Un cajón de escombros
La víspera de la inauguración del Pabellón de Andalucía en Expo 92, cuando ya se había procedido a la limpieza minuciosa del edificio, bajó corriendo las escaleras, hecho una furia, el responsable de esa tarea. Sin más preámbulos, increpó a su cuadrilla: "¿Quién ha sío el hijoputa que se ha dejao en la azotea un cajón de escombros?". El cajón de escombros no era tal, sino una pieza de arte contemporáneo realizada por Antonio Sosa, que representa un conjunto de moldes de cerámica, realizados con arena de río y colocados al desgaire en el interior de una urna de cristal. Días después, una señora se quedó plantada delante de las pinturas de Tàpies en la fachada del Pabellón de Cataluña y, muy compungida, exclamó: "¡Cuidao, qué gamberros!".
Anécdotas como ésta circulan por decenas en el mundillo del arte contemporáneo, para delicia de sus detractores. También forman parte de una saludable autocrítica. Pero lo que vienen a significar, de hecho, es el profundo divorcio que existe entre la mayoría de la gente, enfrascada en su cotidiano vivir o malvivir, y muchos artistas actuales. Y sin embargo, pocas veces en la historia del arte ha habido, como ahora, tantos creadores dispuestos a dar lo mejor de sí por la salvación de la especie, por la emancipación del ser humano de sus infinitas miserias. No es más que una de las muchas contradicciones que envuelven a esta actividad, en una época especialmente delicada, como es la que nos está devorando.
Cuando se recorren las 63 muestras de la Primera Bienal de Arte Contemporáneo de Sevilla, no dejan de asaltarte los pensamientos más radicales, las más confusas emociones. 63 artistas internacionales han creado un discurso verdaderamente extra-ordinario, según es la variedad y la complejidad de sus propuestas -cuadros, vídeos, fotos, instalaciones, performances de lo más osado-, acerca del mundo que nos concierne; pero a tal extremo que es precisamente el mundo lo que se convierte en una cosa insólita, como imposible de vivir. No es el arte lo extra, sino todo lo demás que parece ordinario. El artista de hoy ya no está interesado en demostrarnos su destreza con los pinceles o con los materiales, aunque la tenga -a veces es legítimo dudarlo-, porque ya no es un simple testigo ni un demiurgo, sino un agitador, un provocador, que aspira a lo más noble: despertarnos de la pesadilla en que se ha convertido nuestra realidad. Casi se diría que ha renunciado al discurso interior del arte, para entregarse al ajetreo de lo externo, al puro devenir de todo aquello que es refutado por la belleza: los ejércitos, los hospitales, el automóvil como ideología, el sexo como esclavitud... Podremos discrepar de esa función del arte, pero ya no podemos ignorarla.

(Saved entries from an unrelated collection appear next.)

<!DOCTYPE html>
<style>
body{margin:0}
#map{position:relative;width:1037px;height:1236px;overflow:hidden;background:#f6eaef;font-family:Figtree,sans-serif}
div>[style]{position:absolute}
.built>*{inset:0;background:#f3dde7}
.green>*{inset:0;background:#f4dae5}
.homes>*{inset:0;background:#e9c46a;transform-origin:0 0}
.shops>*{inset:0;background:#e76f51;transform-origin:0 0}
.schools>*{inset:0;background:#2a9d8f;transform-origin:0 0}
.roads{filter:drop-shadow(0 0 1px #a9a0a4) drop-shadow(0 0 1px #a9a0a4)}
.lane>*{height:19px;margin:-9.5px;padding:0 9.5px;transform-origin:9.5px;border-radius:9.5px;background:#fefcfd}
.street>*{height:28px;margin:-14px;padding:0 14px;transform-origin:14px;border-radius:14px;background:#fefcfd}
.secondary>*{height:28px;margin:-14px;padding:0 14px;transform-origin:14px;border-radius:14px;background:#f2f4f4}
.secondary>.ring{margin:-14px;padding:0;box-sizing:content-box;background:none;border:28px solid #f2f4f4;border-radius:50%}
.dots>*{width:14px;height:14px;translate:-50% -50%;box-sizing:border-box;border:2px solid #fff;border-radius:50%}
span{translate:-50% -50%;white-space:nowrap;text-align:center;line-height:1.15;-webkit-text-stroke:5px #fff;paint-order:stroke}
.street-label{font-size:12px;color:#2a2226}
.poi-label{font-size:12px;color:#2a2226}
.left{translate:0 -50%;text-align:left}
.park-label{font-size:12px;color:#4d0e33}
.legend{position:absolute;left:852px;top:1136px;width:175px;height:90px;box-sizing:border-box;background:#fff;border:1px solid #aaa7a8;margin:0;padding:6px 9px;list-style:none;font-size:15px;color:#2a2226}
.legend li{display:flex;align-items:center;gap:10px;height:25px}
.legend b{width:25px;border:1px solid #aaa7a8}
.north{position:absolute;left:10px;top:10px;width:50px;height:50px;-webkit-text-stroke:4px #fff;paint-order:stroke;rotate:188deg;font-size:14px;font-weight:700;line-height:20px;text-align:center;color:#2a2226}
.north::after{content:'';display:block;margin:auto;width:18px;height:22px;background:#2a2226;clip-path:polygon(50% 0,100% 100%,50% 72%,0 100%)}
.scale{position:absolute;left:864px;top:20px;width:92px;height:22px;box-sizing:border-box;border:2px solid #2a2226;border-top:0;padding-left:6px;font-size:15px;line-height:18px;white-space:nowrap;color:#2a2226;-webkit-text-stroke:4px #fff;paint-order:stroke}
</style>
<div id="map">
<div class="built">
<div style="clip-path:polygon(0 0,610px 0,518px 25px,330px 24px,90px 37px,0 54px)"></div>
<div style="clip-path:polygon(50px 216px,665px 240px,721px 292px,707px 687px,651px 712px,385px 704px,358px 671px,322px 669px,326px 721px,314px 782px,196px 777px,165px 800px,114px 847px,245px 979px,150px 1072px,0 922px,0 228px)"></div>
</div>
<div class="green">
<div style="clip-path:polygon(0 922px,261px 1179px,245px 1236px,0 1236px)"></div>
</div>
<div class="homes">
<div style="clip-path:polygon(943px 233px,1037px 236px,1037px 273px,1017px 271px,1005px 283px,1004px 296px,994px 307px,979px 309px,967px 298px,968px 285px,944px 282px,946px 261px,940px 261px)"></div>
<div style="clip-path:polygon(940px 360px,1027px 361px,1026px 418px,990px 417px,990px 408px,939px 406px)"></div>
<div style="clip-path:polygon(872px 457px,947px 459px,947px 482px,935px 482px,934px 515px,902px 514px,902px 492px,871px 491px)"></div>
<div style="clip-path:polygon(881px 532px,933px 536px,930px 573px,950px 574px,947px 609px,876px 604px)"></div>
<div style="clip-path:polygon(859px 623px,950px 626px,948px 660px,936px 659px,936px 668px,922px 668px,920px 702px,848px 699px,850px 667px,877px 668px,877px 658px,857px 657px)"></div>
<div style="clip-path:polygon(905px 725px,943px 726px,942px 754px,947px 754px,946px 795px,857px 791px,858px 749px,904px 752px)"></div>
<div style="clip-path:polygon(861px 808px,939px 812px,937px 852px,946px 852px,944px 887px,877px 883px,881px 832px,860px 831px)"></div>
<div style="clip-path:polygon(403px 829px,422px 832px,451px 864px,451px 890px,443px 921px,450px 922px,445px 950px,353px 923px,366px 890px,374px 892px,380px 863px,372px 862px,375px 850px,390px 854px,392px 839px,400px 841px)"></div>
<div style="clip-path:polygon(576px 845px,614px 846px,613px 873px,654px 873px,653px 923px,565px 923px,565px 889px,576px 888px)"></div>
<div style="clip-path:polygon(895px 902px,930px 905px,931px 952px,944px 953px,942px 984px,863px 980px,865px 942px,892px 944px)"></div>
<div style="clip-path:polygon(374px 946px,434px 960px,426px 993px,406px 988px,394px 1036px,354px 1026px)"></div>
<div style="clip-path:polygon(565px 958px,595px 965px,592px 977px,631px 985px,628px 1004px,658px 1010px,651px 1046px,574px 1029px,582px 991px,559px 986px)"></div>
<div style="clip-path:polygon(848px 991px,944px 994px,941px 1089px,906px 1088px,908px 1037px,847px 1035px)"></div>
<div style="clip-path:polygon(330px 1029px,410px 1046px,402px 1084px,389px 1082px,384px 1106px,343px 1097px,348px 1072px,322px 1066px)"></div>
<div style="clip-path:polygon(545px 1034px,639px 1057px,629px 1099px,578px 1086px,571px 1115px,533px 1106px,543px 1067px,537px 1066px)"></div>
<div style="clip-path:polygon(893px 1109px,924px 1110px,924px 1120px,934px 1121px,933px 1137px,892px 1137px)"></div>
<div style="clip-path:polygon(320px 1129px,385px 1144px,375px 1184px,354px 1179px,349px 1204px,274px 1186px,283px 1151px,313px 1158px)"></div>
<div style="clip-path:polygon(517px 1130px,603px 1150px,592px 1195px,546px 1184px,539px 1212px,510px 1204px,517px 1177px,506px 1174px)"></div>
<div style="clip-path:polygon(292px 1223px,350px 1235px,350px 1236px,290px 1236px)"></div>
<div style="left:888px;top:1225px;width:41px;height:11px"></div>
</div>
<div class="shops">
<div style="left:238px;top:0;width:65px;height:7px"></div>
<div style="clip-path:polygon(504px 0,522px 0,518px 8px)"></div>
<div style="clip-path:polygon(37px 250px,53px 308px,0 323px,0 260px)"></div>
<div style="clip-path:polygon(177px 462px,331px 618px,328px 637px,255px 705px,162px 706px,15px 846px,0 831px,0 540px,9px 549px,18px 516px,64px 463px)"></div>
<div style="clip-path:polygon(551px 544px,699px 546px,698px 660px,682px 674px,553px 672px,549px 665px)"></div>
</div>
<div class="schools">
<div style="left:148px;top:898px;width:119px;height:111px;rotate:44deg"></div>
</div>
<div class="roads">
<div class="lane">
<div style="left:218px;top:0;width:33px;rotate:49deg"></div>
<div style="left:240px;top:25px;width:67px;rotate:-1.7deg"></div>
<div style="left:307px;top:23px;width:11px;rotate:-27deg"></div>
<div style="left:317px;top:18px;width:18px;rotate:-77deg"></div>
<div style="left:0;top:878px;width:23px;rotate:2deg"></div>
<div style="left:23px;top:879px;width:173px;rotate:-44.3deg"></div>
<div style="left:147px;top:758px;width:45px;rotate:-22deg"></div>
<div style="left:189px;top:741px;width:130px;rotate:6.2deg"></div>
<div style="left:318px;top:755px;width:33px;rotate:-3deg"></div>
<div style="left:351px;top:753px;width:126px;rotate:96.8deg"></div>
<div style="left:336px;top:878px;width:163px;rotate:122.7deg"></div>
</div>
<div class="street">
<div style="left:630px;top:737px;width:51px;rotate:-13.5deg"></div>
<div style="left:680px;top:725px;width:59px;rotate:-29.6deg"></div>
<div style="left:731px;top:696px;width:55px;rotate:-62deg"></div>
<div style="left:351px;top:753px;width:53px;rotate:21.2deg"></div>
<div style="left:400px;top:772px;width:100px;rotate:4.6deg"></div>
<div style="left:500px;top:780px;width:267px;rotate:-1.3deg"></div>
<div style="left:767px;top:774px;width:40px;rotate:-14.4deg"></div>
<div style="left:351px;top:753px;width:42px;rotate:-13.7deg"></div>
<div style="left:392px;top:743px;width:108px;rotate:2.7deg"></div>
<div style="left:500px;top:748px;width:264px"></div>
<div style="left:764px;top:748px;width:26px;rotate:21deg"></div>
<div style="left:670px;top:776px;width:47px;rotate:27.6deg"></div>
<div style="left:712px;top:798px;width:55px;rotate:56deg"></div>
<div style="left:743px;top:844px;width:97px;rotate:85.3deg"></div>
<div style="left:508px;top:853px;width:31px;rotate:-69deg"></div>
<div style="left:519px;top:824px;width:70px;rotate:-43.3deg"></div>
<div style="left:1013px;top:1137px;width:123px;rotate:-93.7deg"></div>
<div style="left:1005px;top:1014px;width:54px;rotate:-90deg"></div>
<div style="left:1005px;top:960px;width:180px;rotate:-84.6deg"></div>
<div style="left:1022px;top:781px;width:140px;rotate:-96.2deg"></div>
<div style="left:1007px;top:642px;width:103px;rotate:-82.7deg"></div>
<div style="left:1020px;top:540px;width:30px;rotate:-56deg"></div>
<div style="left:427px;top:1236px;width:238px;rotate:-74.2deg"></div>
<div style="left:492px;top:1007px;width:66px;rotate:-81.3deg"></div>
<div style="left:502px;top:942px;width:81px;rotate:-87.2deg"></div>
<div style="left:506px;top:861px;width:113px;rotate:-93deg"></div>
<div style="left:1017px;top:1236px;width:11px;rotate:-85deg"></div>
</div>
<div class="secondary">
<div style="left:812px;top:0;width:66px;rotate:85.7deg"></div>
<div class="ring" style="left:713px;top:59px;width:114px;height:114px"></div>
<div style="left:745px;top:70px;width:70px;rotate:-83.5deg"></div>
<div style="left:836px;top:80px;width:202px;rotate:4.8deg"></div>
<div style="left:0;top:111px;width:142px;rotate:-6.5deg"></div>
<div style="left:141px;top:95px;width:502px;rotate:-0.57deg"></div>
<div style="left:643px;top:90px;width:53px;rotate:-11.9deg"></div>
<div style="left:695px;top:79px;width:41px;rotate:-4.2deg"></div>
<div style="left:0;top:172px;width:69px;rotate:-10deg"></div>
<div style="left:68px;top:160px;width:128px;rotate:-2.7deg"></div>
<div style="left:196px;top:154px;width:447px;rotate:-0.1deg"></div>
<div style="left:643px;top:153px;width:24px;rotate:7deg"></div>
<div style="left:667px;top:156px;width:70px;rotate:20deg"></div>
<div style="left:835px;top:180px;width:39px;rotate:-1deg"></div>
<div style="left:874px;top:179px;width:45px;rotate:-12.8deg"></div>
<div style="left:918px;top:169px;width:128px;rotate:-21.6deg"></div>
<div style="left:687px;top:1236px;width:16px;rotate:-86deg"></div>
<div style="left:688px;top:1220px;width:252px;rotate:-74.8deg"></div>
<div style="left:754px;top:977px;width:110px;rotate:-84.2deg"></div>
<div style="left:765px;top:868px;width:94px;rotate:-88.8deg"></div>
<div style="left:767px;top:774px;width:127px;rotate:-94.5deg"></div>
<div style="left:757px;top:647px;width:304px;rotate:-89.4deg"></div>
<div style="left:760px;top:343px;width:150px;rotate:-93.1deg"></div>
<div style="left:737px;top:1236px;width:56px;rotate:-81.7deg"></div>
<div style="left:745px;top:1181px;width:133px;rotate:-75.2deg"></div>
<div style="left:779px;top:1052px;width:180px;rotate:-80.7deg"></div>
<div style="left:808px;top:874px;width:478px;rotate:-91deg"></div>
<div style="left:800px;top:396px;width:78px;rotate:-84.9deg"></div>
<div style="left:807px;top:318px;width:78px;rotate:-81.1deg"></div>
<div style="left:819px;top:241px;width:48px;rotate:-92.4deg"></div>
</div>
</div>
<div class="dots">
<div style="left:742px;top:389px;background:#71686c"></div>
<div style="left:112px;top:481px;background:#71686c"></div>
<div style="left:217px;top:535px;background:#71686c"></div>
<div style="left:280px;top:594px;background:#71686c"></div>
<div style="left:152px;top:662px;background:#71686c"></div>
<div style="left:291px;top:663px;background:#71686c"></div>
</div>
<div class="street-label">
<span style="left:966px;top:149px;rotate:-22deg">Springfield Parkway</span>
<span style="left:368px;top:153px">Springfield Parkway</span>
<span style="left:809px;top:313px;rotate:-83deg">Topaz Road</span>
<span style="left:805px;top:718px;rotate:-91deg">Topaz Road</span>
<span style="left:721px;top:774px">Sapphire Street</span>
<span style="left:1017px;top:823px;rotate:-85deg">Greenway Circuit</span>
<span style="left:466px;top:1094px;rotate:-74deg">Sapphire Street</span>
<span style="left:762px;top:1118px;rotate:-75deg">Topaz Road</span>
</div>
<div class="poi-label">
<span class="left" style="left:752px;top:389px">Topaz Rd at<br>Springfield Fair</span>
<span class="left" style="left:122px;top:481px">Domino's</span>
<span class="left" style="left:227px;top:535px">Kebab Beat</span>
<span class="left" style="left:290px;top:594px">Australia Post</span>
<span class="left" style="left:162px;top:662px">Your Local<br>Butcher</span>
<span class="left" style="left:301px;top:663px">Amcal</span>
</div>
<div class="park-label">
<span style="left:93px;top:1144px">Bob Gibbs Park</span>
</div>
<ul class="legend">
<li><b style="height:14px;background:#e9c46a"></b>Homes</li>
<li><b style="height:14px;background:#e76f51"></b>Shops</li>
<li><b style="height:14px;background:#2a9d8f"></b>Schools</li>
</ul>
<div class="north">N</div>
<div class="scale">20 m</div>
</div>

Realmente, hace falta mucha energía moral, como la que tiene Juana de Aizpuru, incansable mensajera de estos dioses menores, para poner en marcha una industria del espíritu como ésta, una permanente oscilación entre la denuncia y el éxtasis, la ironía y el desgarro. Y todo por que no acabemos en el cajón de escombros de la Historia.